Step 3: Check Application Logs

# Check recent logs
sudo tail -100 /opt/myapp/logs/app.log
# Unhandled Promise Rejection
# Error: EMFILE: too many open files
# Error: EMFILE: too many open files
# Error: EMFILE: too many open files

Found it! Too many open files - likely a file descriptor leak.

# Check open files for main process
sudo lsof -p 12345 | wc -l
# 5023 (should be much less!)

# Check file descriptor limit
sudo cat /proc/12345/limits | grep "open files"
# Max open files    1024    1024    files

Problem: Application has file descriptor leak and hit the limit!

Step 4: Emergency Fix

# Check current connections
sudo ss -tan | grep :3000 | wc -l
# 1893 connections

# Many are in CLOSE_WAIT state (not properly closed)
sudo ss -tan | grep CLOSE_WAIT | grep :3000 | wc -l
# 1654

# Temporary fix: Restart application
sudo systemctl restart myapp

# Wait for restart
sleep 5

# Check if better
uptime
# load average: 2.34, 5.12, 5.23
# Much better!

# Check connections again
sudo ss -tan | grep :3000 | wc -l
# 45
# Much better!

# Check response time
time curl localhost
# real    0m0.156s
# Back to normal!

Step 5: Find Root Cause

# Check application code for file descriptor leaks
sudo su - appuser
cd /opt/myapp

# Search for file operations
grep -r "fs\." *.js
grep -r "createReadStream" *.js
grep -r "createWriteStream" *.js

# Check for database connections
grep -r "mysql.createConnection" *.js
# Found in db.js: multiple connections created but not closed!

# Review the code
cat db.js

Found problematic code:

// BAD: Creates new connection on every request
function query(sql) {
  const connection = mysql.createConnection(config);
  connection.query(sql, function(err, results) {
    // BUG: Connection never closed!
    return results;
  });
}

Should be:

// GOOD: Use connection pool
const pool = mysql.createPool(config);

function query(sql) {
  return new Promise((resolve, reject) => {
    pool.query(sql, function(err, results) {
      if (err) reject(err);
      else resolve(results);
    });
  });
}

Step 6: Apply Permanent Fix

# Fix the code (developers will do this)
# For now, increase file descriptor limit

exit  # Exit from appuser

# Edit systemd service
sudo nano /etc/systemd/system/myapp.service

Add:

[Service]
LimitNOFILE=65536
# Reload systemd
sudo systemctl daemon-reload

# Restart service
sudo systemctl restart myapp

# Verify new limit
PID=$(systemctl show -p MainPID myapp | cut -d= -f2)
cat /proc/$PID/limits | grep "open files"
# Max open files    65536    65536    files

Step 7: Set Up Monitoring

# Install monitoring script
sudo nano /usr/local/bin/check-app-health.sh

Write:

#!/bin/bash

# Get app PID
PID=$(systemctl show -p MainPID myapp | cut -d= -f2)

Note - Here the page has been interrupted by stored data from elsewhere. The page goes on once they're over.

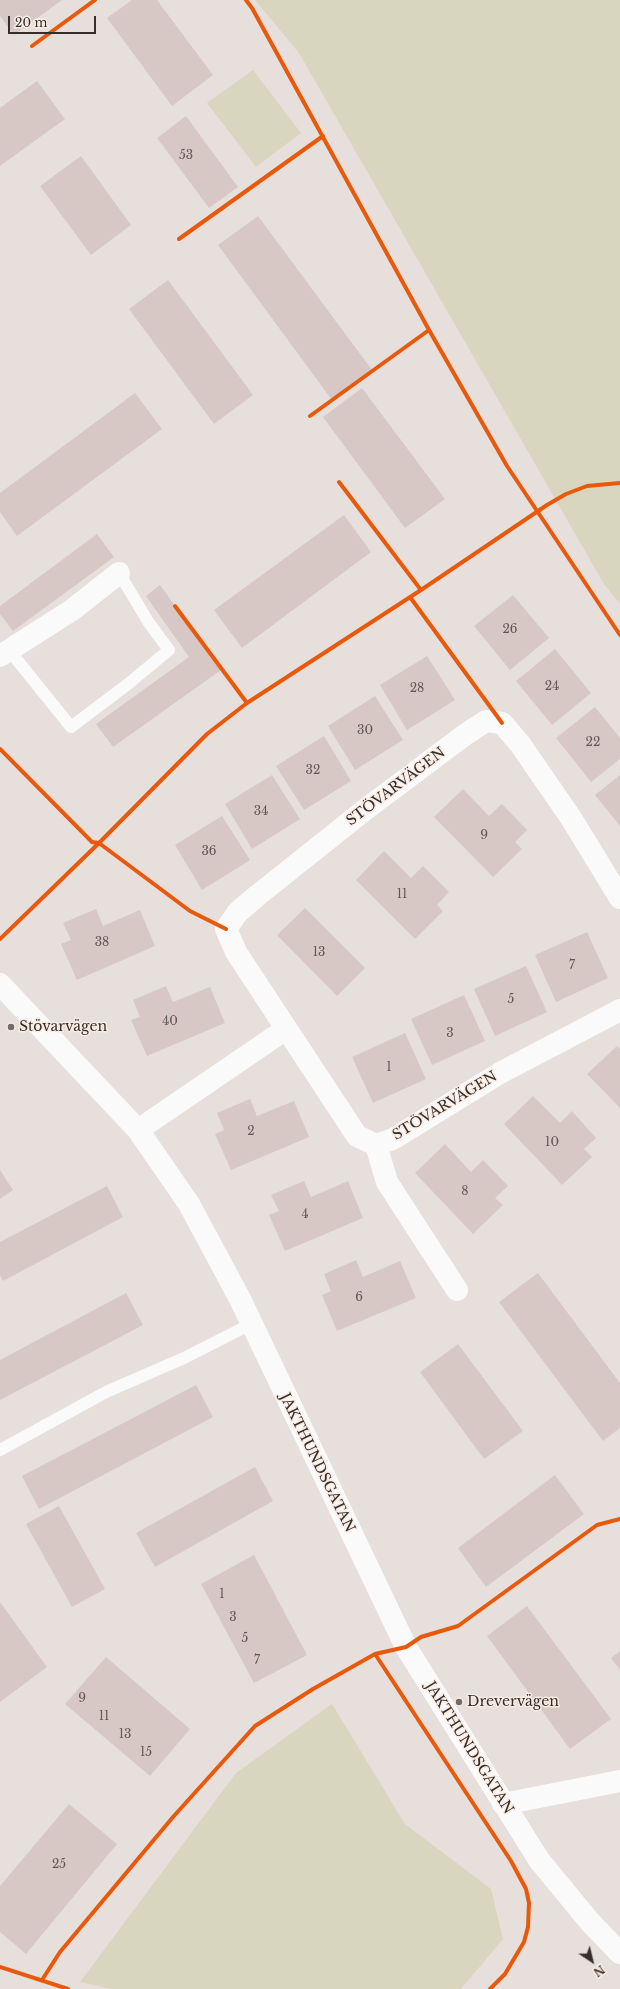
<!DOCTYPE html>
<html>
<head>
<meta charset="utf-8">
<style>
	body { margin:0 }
	#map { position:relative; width:620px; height:1989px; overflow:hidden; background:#e7dfdb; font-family:"Libre Baskerville",serif }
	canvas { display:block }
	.north { position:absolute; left:572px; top:1941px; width:40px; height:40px; -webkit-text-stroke:3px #faebe2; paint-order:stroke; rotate:145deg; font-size:11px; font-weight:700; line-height:16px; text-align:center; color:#342f2b }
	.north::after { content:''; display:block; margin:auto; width:14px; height:18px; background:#342f2b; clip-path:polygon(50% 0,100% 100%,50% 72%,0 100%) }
	.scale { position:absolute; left:8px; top:16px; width:88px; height:18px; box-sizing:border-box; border:2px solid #342f2b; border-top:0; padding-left:5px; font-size:12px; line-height:14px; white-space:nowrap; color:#342f2b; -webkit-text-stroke:3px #faebe2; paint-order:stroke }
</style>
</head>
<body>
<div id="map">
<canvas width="620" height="1989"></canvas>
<div class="north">N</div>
<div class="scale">20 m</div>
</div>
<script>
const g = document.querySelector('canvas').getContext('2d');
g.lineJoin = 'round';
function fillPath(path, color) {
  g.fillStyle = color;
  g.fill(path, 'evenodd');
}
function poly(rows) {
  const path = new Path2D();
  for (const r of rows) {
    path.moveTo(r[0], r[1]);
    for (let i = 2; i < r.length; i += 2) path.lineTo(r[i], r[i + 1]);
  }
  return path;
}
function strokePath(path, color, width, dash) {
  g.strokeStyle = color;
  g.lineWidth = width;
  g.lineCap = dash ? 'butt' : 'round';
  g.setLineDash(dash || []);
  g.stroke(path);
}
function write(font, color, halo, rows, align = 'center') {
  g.font = font + ' "Libre Baskerville",serif';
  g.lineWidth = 3;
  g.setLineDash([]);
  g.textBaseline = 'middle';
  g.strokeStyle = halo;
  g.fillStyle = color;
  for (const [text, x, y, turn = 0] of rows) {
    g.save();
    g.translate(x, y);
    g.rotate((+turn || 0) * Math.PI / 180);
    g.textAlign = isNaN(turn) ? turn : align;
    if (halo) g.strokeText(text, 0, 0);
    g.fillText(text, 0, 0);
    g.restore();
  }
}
fillPath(poly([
	[255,0,620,0,620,604,604,584,299,53],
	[253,70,301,133,256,167,207,103],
	[332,1704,405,1824,491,1889,503,1939,461,1989,112,1989,80,1982,236,1773]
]), '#d8d6be');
fillPath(poly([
	[0,0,62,0,14,35,0,16],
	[132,0,157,0,213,75,172,106,107,18],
	[37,81,65,119,0,166,0,108],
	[186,116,238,187,209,208,157,138],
	[81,156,131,225,91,255,40,186],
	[258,216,372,370,332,400,218,245],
	[168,280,253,395,214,424,129,309],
	[362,388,445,499,405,528,323,417],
	[135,393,162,429,17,536,0,512,0,493],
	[344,515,371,552,242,648,214,610],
	[97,534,114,557,13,631,0,614,0,606],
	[160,585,221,670,113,747,96,724,189,657,146,596],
	[513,595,549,638,510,670,474,626],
	[555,649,591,693,552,725,516,681],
	[427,656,455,700,407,730,380,685],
	[375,696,403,740,355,770,328,726],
	[595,707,620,738,620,759,591,782,556,738],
	[324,736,351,781,304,810,276,766],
	[272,775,300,819,252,849,225,804],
	[620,775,620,826,595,795],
	[463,789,489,816,502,804,527,830,515,842,522,849,493,877,434,817],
	[222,816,250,860,202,890,175,845],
	[384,851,411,878,423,866,449,892,437,905,443,911,415,939,356,880],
	[305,908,365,968,337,996,277,935],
	[96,909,103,926,140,910,155,946,77,980,61,944,71,940,63,923],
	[587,932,608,978,556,1002,535,955],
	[526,966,547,1012,495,1036,474,989],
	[166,986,173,1002,210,987,225,1023,147,1056,131,1020,140,1017,133,1000],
	[464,995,485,1041,432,1065,411,1019],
	[405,1033,426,1079,373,1103,352,1057],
	[617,1046,620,1049,620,1108,587,1074],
	[533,1096,560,1123,572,1111,596,1138,584,1149,592,1157,562,1185,504,1124],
	[250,1099,257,1116,294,1101,309,1137,231,1170,215,1134,224,1130,217,1113],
	[445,1144,471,1172,483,1160,508,1186,495,1198,503,1205,473,1234,415,1173],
	[0,1170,13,1190,0,1199],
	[304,1181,311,1197,348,1181,363,1218,285,1251,269,1215,279,1211,271,1195],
	[107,1186,123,1217,3,1281,0,1275,0,1242],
	[356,1260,363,1277,400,1261,416,1298,337,1331,322,1295,331,1291,324,1274],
	[538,1273,620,1383,620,1428,603,1441,499,1302],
	[126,1293,143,1325,0,1400,0,1360],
	[458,1344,523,1431,484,1459,420,1372],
	[196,1385,213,1417,39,1509,22,1476],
	[255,1467,273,1501,155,1567,136,1533],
	[555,1475,584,1514,486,1587,458,1548],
	[59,1506,105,1589,72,1607,26,1524],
	[254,1555,307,1655,254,1683,201,1584],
	[0,1602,47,1667,0,1702],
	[527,1606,611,1719,570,1749,487,1636],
	[620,1651,620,1670,611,1658],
	[106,1657,190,1729,150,1776,65,1704],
	[69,1804,117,1844,26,1954,0,1932,0,1886]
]), '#d8c8c5');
strokePath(poly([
	[9,650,71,727,128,684,169,650,149,623,119,573],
	[0,1450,106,1392,184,1358,251,1324]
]), '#fbfafa', 12);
strokePath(poly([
	[0,656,72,610,119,573],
	[620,898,571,818,520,744,502,723,486,721,466,734,366,809,258,895,238,912,226,929,236,952,357,1136,376,1145,393,1139,500,1073,620,1010],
	[0,984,138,1130,189,1204,240,1299,406,1647,539,1860,590,1922,620,1953],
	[138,1130,286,1029],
	[376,1145,387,1182,457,1290],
	[503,1804,620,1781]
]), '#fbfafa', 22);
strokePath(poly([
	[246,0,252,8,429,330,507,466,620,635],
	[32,46,95,0],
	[179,239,323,136],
	[310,416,429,330],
	[339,482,421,590],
	[410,597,502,723],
	[175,606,247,703],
	[0,749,92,842,99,843,190,911,226,929],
	[0,939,99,843,207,734,247,703,421,590,547,505,566,494,587,486,620,483],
	[375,1654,511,1861,526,1889,529,1903,528,1927,524,1942,505,1974,490,1989],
	[0,1967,68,1989],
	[42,1980,60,1952,173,1817,255,1726,313,1689,375,1654,406,1647,421,1637,458,1626,597,1525,620,1519]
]), '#e8590c', 4);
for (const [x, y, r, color] of [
	[11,1027,4,"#736d69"],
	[459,1702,4,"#736d69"]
]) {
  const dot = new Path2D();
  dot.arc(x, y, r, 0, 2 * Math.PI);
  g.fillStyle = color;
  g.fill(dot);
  strokePath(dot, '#faebe2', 1.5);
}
write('12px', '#605855', null, [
	["53",186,156],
	["26",510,630],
	["24",552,687],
	["28",417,689],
	["30",365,731],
	["22",593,743],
	["32",313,771],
	["34",261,812],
	["9",484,836],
	["36",209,852],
	["11",402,895],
	["38",102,943],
	["13",319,953],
	["7",572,966],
	["5",511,1000],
	["40",170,1022],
	["3",450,1034],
	["1",389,1068],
	["2",251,1132],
	["10",552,1143],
	["8",465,1192],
	["4",305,1215],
	["6",359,1298],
	["1",222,1595],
	["3",233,1618],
	["5",245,1639],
	["7",257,1661],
	["9",82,1699],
	["11",104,1717],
	["13",125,1735],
	["15",146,1753],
	["25",59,1865]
]);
write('14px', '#342f2b', '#faebe2', [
	["STÖVARVÄGEN",396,787,-37],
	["STÖVARVÄGEN",445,1106,-31],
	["JAKTHUNDSGATAN",317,1463,64],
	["JAKTHUNDSGATAN",469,1748,58]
]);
write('14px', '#342f2b', '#faebe2', [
	["Stövarvägen",19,1027],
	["Drevervägen",467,1702]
], 'left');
</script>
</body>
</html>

# Count open file descriptors
FD_COUNT=$(sudo lsof -p $PID 2>/dev/null | wc -l)

# Check if approaching limit
if [ $FD_COUNT -gt 50000 ]; then
    echo "WARNING: High file descriptor usage: $FD_COUNT"
    # Send alert (email, Slack, etc.)
    logger -p user.warning "myapp: High FD count: $FD_COUNT"
fi

# Check CLOSE_WAIT connections
CLOSE_WAIT=$(ss -tan | grep :3000 | grep CLOSE_WAIT | wc -l)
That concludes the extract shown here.